The niche multinationals
The internet drove to extinction a world full of niche businesses. But even as power is concentrated in ever-fewer large internet platforms, the future belongs to global brands with narrow appeal – the niche multinationals.
The world used to be full of niche business. So many, in fact that the idea of a “niche business” was moot: virtually every business, with the exception of industrial titans and a handful of multinationals, was niche.
The boundaries these businesses existed within were generally geographic. Constraints on discovery and distribution restricted businesses at the very least to their own countries, and more often to their own local areas, too. Businesses that did break free of geographical constraints tended to do so late in their development and as a result of reaching enormous scale, scale large enough to overcome the inevitable disadvantages of operating across different territories – creating a world where “multinational” inevitably meant “enormous”.
The internet, though, has driven transaction costs to virtually zero, and enabled businesses to reach customers irrespective of geography. To an internet business, world domination is no longer the delusional dream of the megalomaniac, but the natural consequence of building an effective business model; if you have zero marginal costs on each new consumer, it’s crazy not to aim to reach the whole world.
The main upshot of that global reach has been the concentration of power and influence in a tiny number of businesses: mainly Facebook, Google, and Amazon.1
The main victims of this concentration and centralisation have been niche businesses. Why maintain local classified advertisements when people can just use Facebook or Gumtree? Why open a store serving just one particular audience when people can just buy from Amazon, the “everything store”? Why maintain a local newspaper when people can keep up-to-date in their Facebook newsfeed? These niches became instantly irrelevant once Facebook and Google could reach the entire population and became people’s first ports of call for time-wasting, search, and everything else besides.
It’s easy to think, then, that niche is dead; that the only successful businesses in this new era will be world-conquering, VC-backed titans. But that’s not the case. The fact that the internet makes reaching people in Seattle, Sydney, Shanghai and St. Albans equally easy actually helps niche businesses far more than it harms them. You just have to think slightly differently about what constitutes a niche. Gone are the natural niches of geography and distance, imposed by physical realities; renewed are the arbitrary, consumer-driven niches of taste and interest.

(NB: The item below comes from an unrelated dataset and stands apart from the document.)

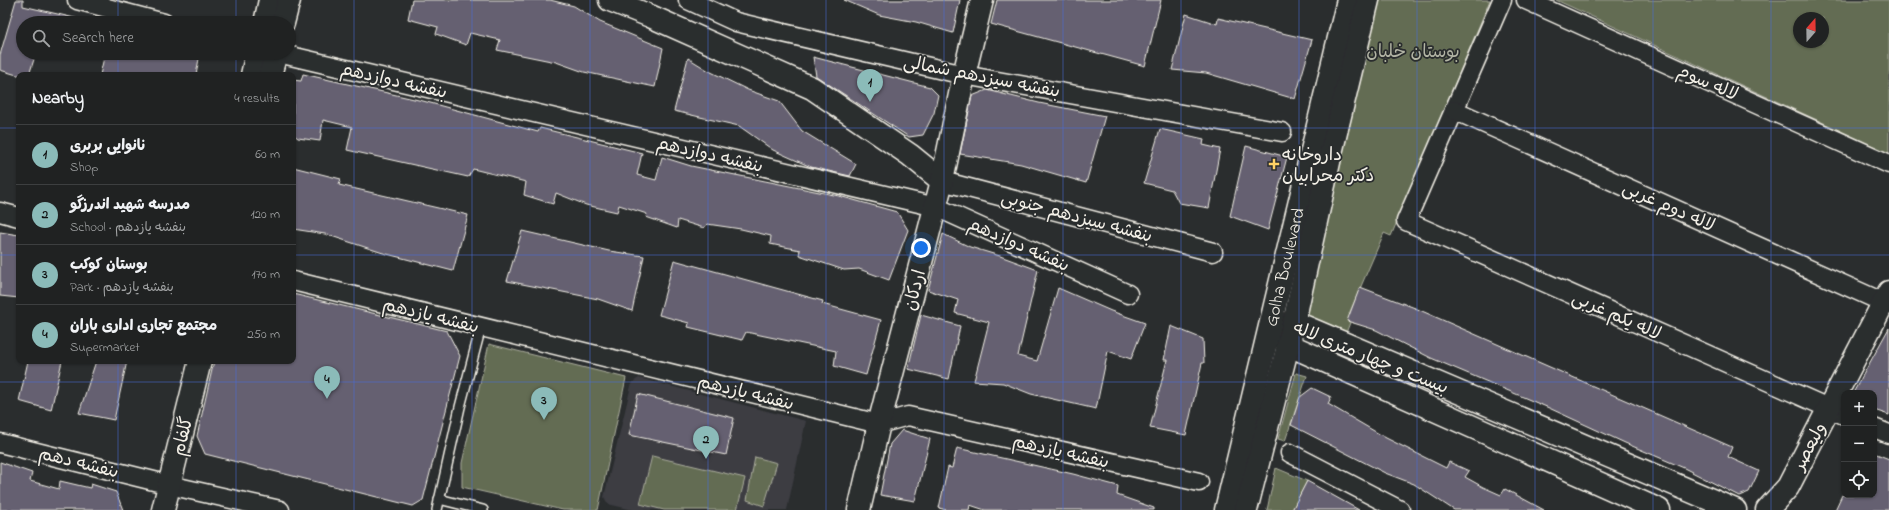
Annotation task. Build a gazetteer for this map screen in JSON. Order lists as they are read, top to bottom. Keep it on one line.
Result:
{"streets":{"street":["بنفشه سیزدهم شمالی","بنفشه دوازدهم","لاله سوم","لاله دوم غربی","بنفشه سیزدهم جنوبی","Golha Boulevard","اردکان","بنفشه یازدهم","لاله یکم غربی","بیست و چهار متری لاله","گلفام","ولیعصر","بنفشه دهم"]},"crossings":[["بنفشه سیزدهم شمالی","اردکان"],["بنفشه دوازدهم","اردکان"],["لاله دوم غربی","لاله یکم غربی"],["لاله دوم غربی","ولیعصر"],["بنفشه سیزدهم جنوبی","اردکان"],["Golha Boulevard","بیست و چهار متری لاله"],["اردکان","بنفشه یازدهم"],["لاله یکم غربی","ولیعصر"],["گلفام","بنفشه دهم"]],"parks":["بوستان خلبان"],"places":{"health":["داروخانه دکتر محرابیان"]},"north":"top","page":{"search":"Search here","pins":["1","4","3","2"],"heading":["Nearby","4 results"],"list":[{"mark":"1","name":"نانوایی بربری","note":"Shop","value":"60 m"},{"mark":"2","name":"مدرسه شهید اندرزگو","note":"School · بنفشه یازدهم","value":"120 m"},{"mark":"3","name":"بوستان کوکب","note":"Park · بنفشه یازدهم","value":"170 m"},{"mark":"4","name":"مجتمع تجاری اداری باران","note":"Supermarket","value":"250 m"}],"map_buttons":["+","−"]}}
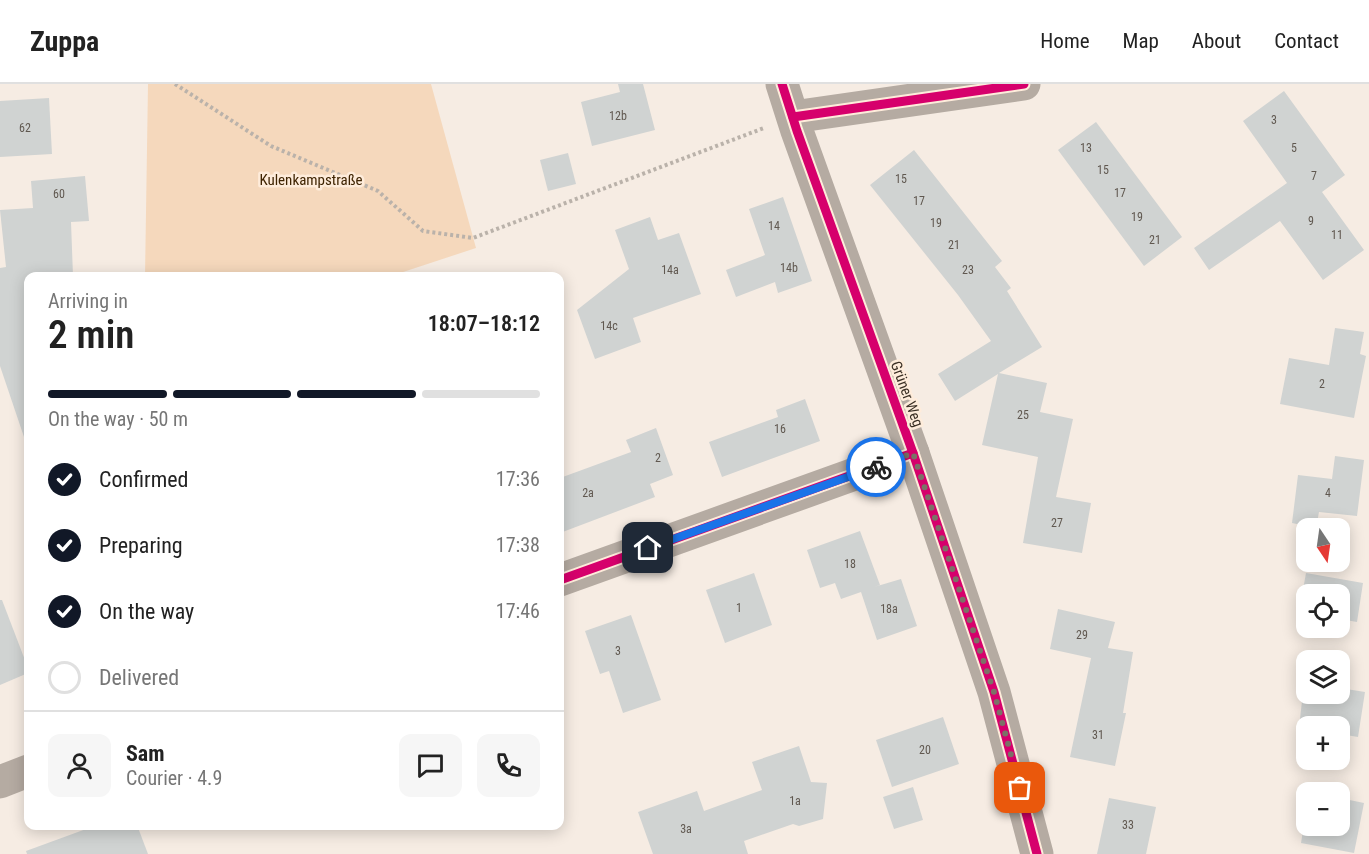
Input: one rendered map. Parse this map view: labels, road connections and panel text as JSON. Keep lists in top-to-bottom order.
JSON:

Think of a proposition that appeals to less than 1% of the population: trainspotters, say, or avid cross-stitchers, or fans of Wirral-based post-punk bands named Half Man Half Biscuit. In the old world, those markets were difficult, if not impossible, to truly tap: within a given geography, your addressable market might only be a handful of people, not enough to develop a shop or a service or a line of products.

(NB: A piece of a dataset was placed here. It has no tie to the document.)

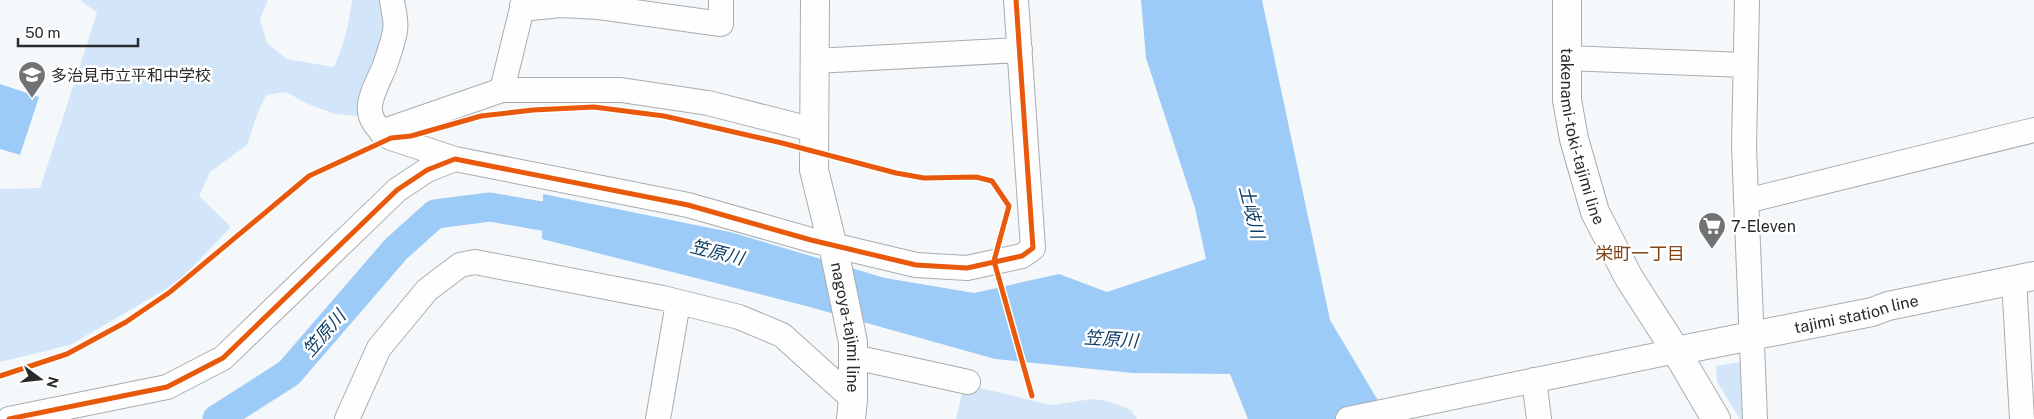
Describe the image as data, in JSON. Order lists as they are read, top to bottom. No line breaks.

In the new era, the entire world is your addressable market. Just like starting a new internet business, it becomes crazy not to target the whole world. Suddenly, the quotient of viability is lowered. Before, with constraints of geography and the physical world, an idea might have to appeal to 5% of the population to be commercially viable and generally to be worth bothering with. Now, that figure might be 0.5%, or 0.05%. It becomes possible to find, across the whole world, the people who are interested in any given thing – even if there are only a handful of them. Everyone can be a multinational now, and many probably should. Audiences can be built for the most vanishingly obscure interests. And so it’s not just existing audiences that are being better served – new audiences are being created, niches carved out of niches, finer and finer distinctions made within communities.

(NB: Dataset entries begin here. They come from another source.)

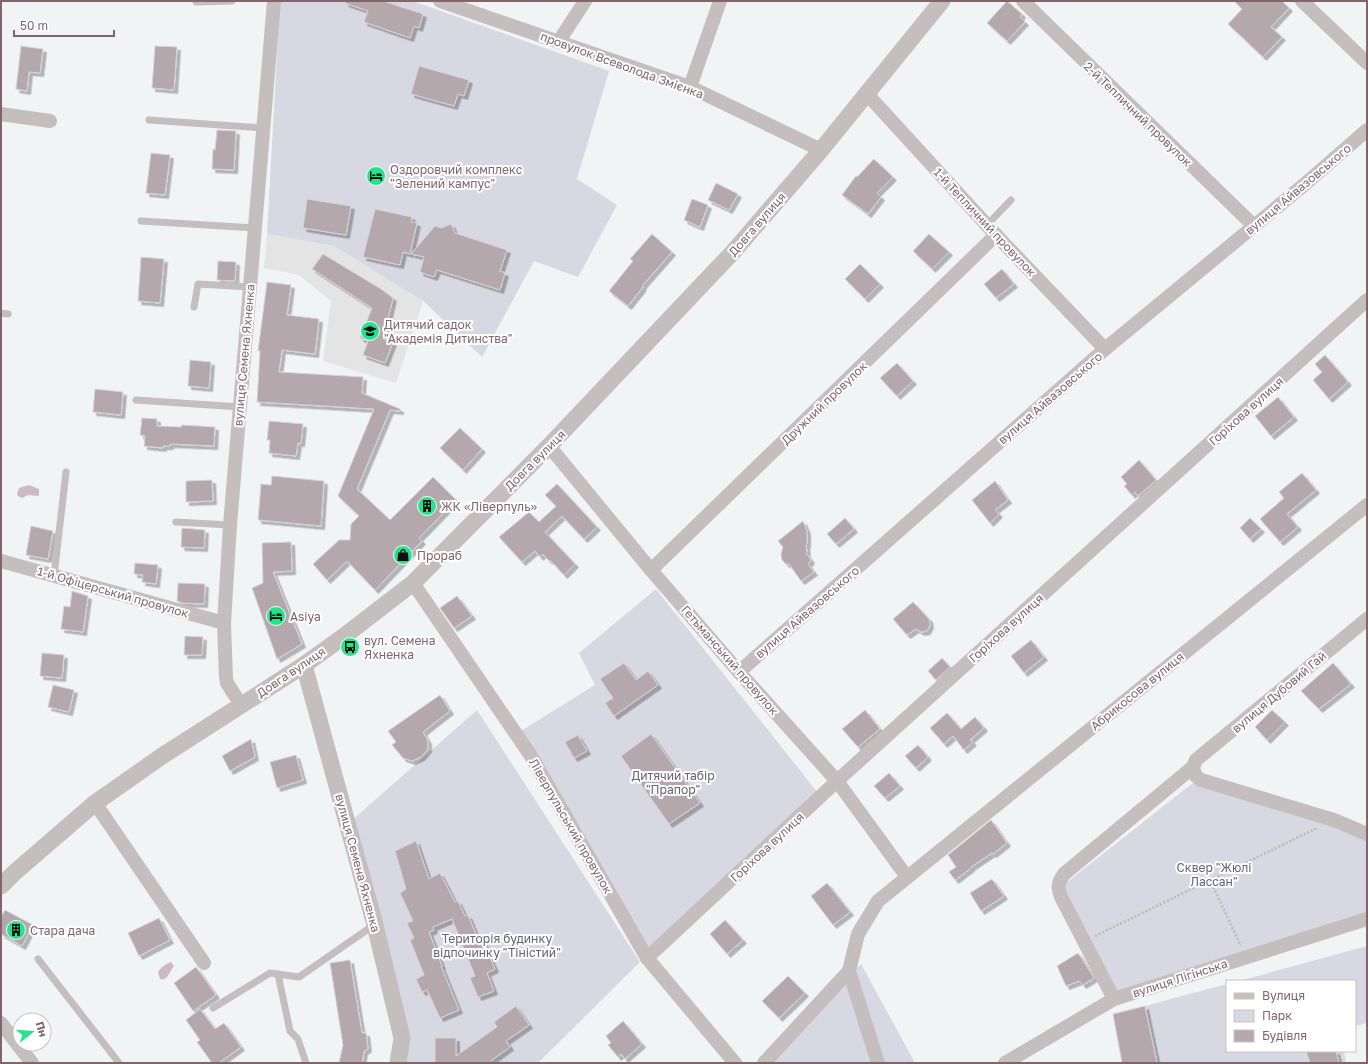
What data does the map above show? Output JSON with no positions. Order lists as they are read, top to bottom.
{
  "streets": {
    "street": [
      "провулок Всеволода Змієнка",
      "2-й Тепличний провулок",
      "вулиця Айвазовського",
      "1-й Тепличний провулок",
      "Довга вулиця",
      "вулиця Семена Яхненка",
      "Дружний провулок",
      "Горіхова вулиця",
      "1-й Офіцерський провулок",
      "Гетьманський провулок",
      "Абрикосова вулиця",
      "вулиця Дубовий Гай",
      "Ліверпульський провулок",
      "вулиця Лігінська"
    ]
  },
  "crossings": [
    ["провулок Всеволода Змієнка", "Довга вулиця"],
    ["2-й Тепличний провулок", "вулиця Айвазовського"],
    ["вулиця Айвазовського", "1-й Тепличний провулок"],
    ["вулиця Айвазовського", "Гетьманський провулок"],
    ["1-й Тепличний провулок", "Довга вулиця"],
    ["1-й Тепличний провулок", "Дружний провулок"],
    ["Довга вулиця", "вулиця Семена Яхненка"],
    ["Довга вулиця", "Гетьманський провулок"],
    ["Довга вулиця", "Ліверпульський провулок"],
    ["вулиця Семена Яхненка", "1-й Офіцерський провулок"],
    ["Дружний провулок", "Гетьманський провулок"],
    ["Горіхова вулиця", "Гетьманський провулок"],
    ["Горіхова вулиця", "Ліверпульський провулок"],
    ["Гетьманський провулок", "Абрикосова вулиця"],
    ["вулиця Дубовий Гай", "вулиця Лігінська"]
  ],
  "parks": ["Дитячий табір \"Прапор\"", "Сквер \"Жюлі Лассан\"", "Територія будинку відпочинку \"Тіністий\""],
  "places": {
    "hotel": ["Оздоровчий комплекс \"Зелений кампус\"", "Asiya"],
    "school or university": ["Дитячий садок \"Академія Дитинства\""],
    "building": ["ЖК «Ліверпуль»", "Стара дача"],
    "shop": ["Прораб"],
    "bus stop": ["вул. Семена Яхненка"]
  },
  "legend": ["Вулиця", "Парк", "Будівля"],
  "scale_bar": "50 m",
  "north": "right"
}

What should make larger brands concerned – brands who’ve long flourished by appealing to the coherent whole, the mass market – is that these niche brands will, inevitably, be stronger. In speaking to a smaller audience, these brands can say more, more strongly; they can take a stand on issues that their audience care about that might be too divisive for larger brands; they can satisfy needs and desires that would alienate consumers outside that audience. Even as the world gets smaller and more accessible, it’s fragmenting. If you’ve so far relied on that world being unified and monocultural, that’s a terrifying prospect. But for startups and smaller brands, it’s liberating. It’s reasonable to imagine that the very idea of “the mass market” will cease to make sense – and that’s enormously exciting.
The very thing that has enabled that is the reach and power of the super-aggregators – the very platforms that seemed as though they might destroy smaller businesses. In succeeding in their quest for world domination, they’ve created a way to reach the whole world. In their creation of self-service ad platforms, ever-more accurate targeting of consumers, and ability to sift through masses of information, they’ve given small brands a way to find their niche – wherever it may be.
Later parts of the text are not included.